::: DATASET EXCERPTS :::

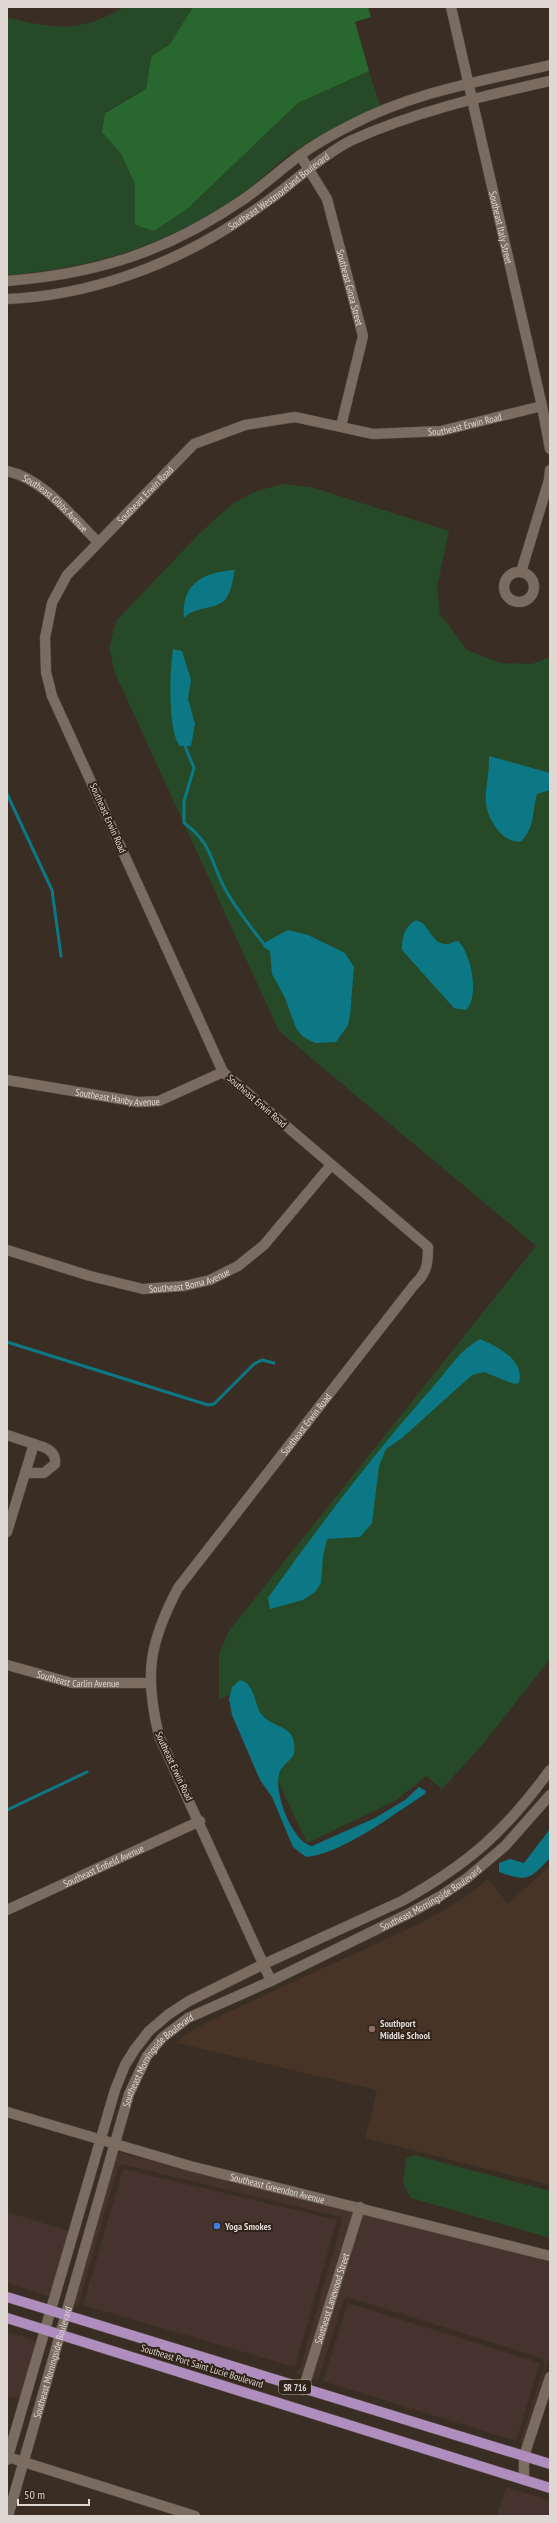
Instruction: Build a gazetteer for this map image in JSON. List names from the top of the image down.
{
  "streets": {
    "main road": ["Southeast Port Saint Lucie Boulevard", "SR 716"],
    "street": [
      "Southeast Westmoreland Boulevard",
      "Southeast Italy Street",
      "Southeast Ginza Street",
      "Southeast Erwin Road",
      "Southeast Gibbs Avenue",
      "Southeast Hanby Avenue",
      "Southeast Boma Avenue",
      "Southeast Carlin Avenue",
      "Southeast Enfield Avenue",
      "Southeast Morningside Boulevard",
      "Southeast Greendon Avenue",
      "Southeast Lanewood Street"
    ]
  },
  "crossings": [
    ["Southeast Westmoreland Boulevard", "Southeast Italy Street"],
    ["Southeast Westmoreland Boulevard", "Southeast Ginza Street"],
    ["Southeast Italy Street", "Southeast Erwin Road"],
    ["Southeast Ginza Street", "Southeast Erwin Road"],
    ["Southeast Erwin Road", "Southeast Gibbs Avenue"],
    ["Southeast Erwin Road", "Southeast Hanby Avenue"],
    ["Southeast Erwin Road", "Southeast Boma Avenue"],
    ["Southeast Erwin Road", "Southeast Carlin Avenue"],
    ["Southeast Erwin Road", "Southeast Enfield Avenue"],
    ["Southeast Erwin Road", "Southeast Morningside Boulevard"],
    ["Southeast Morningside Boulevard", "Southeast Greendon Avenue"],
    ["Southeast Morningside Boulevard", "Southeast Port Saint Lucie Boulevard"],
    ["Southeast Greendon Avenue", "Southeast Lanewood Street"],
    ["Southeast Lanewood Street", "Southeast Port Saint Lucie Boulevard"]
  ],
  "places": ["Southport Middle School", "Yoga Smokes"],
  "scale_bar": "50 m"
}
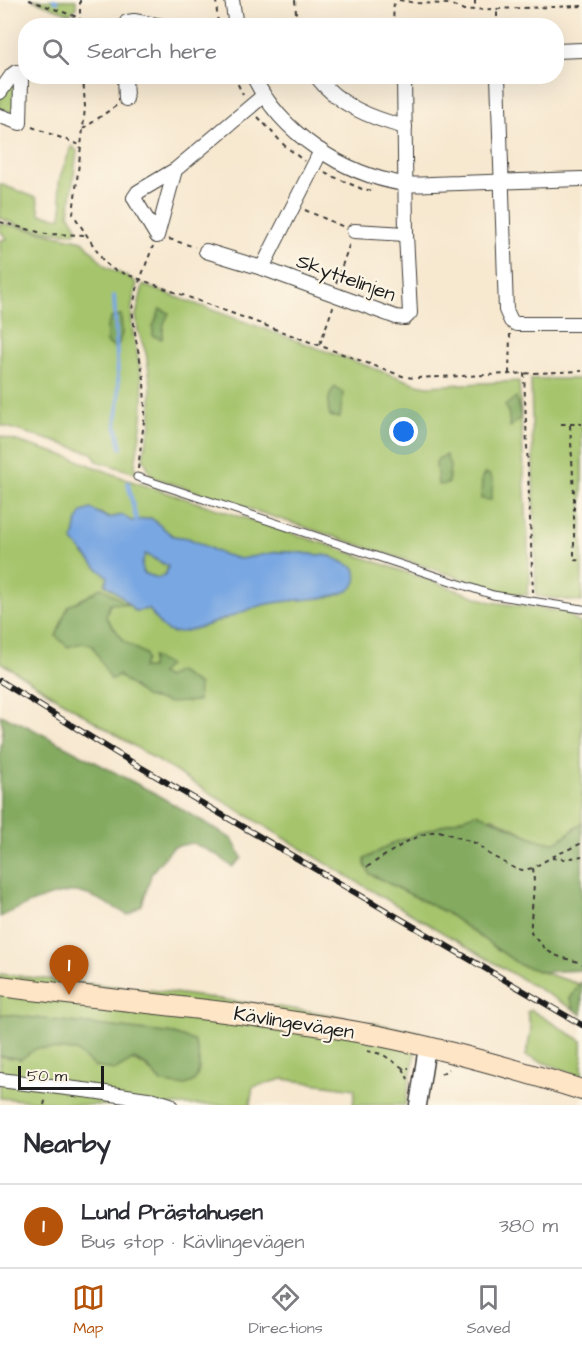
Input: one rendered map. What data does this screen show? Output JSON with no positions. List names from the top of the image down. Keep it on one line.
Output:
{"streets":{"main road":["Kävlingevägen"],"street":["Skyttelinjen"]},"scale_bar":"50 m","page":{"search":"Search here","pins":"1","scale":"50 m","heading":"Nearby","list":[{"mark":"1","name":"Lund Prästahusen","note":"Bus stop · Kävlingevägen","value":"380 m"}],"nav":["Map","Directions","Saved"]}}
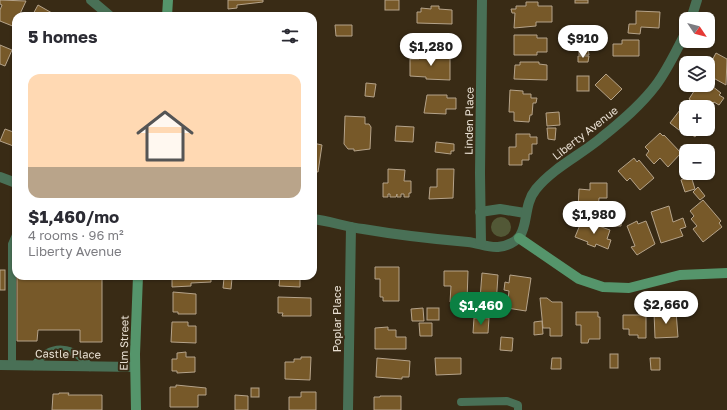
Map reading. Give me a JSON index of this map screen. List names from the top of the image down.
{
  "streets": {
    "street": [
      "Linden Place",
      "Liberty Avenue",
      "Poplar Place",
      "Elm Street",
      "Castle Place"
    ]
  },
  "crossings": [
    ["Linden Place", "Liberty Avenue"],
    ["Elm Street", "Castle Place"]
  ],
  "north": "bottom right",
  "page": {
    "map_buttons": ["+", "−"],
    "heading": "5 homes",
    "price": [
      "$910",
      "$1,280",
      "$1,980",
      "$2,660",
      "$1,460"
    ],
    "list": [
      {
        "name": "$1,460/mo",
        "note": "4 rooms · 96 m² · Liberty Avenue"
      }
    ]
  }
}
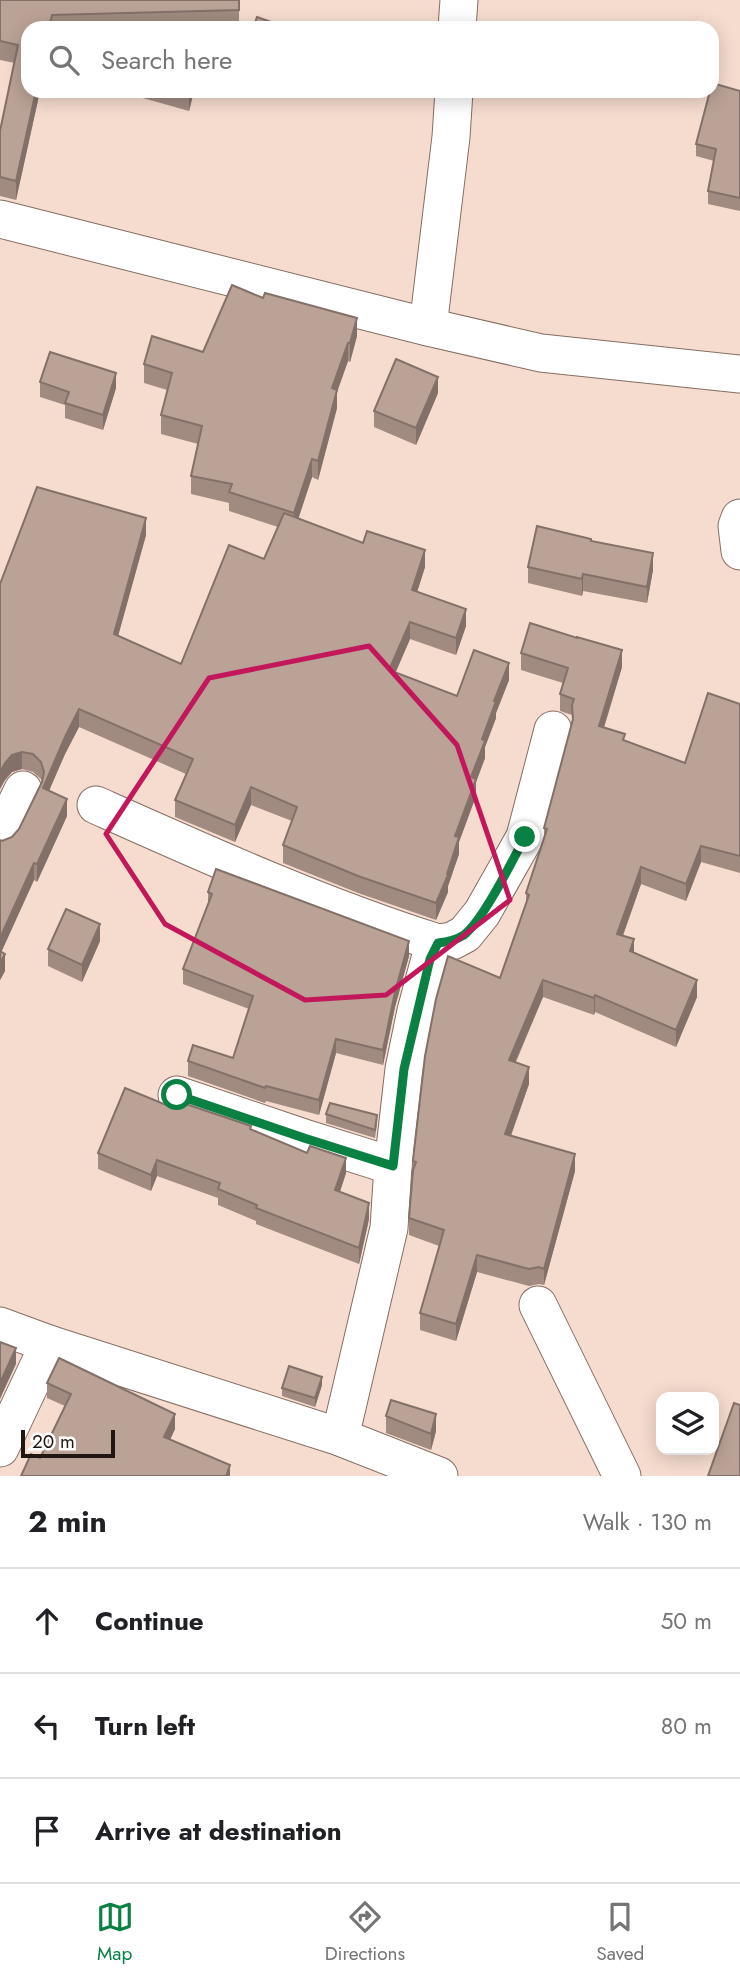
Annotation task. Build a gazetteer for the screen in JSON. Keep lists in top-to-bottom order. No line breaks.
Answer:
{"scale_bar":"20 m","page":{"search":"Search here","scale":"20 m","heading":["2 min","Walk · 130 m"],"list":[["Continue","50 m"],["Turn left","80 m"],"Arrive at destination"],"nav":["Map","Directions","Saved"]}}
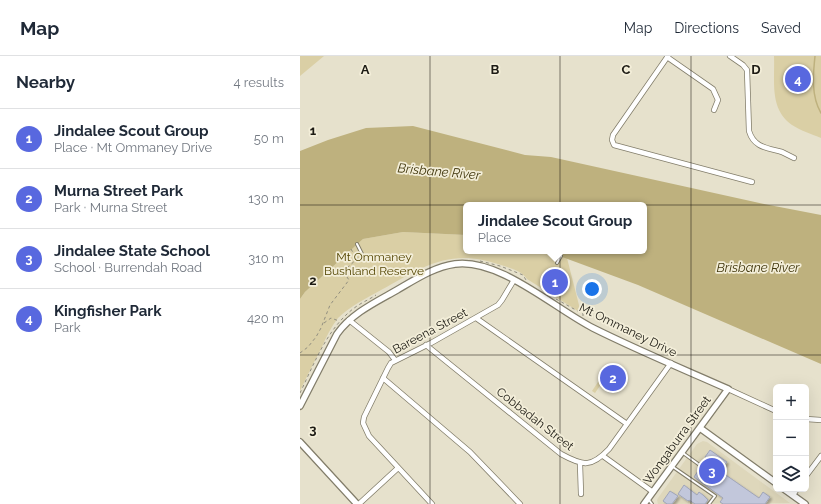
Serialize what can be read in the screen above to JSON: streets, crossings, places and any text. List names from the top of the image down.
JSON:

:::

PROBLEM DESCRIPTION ::
Each line that has the word "Keep" counts once. How many such lines are in the data? Give the number alone.

RESULT BELOW ::
2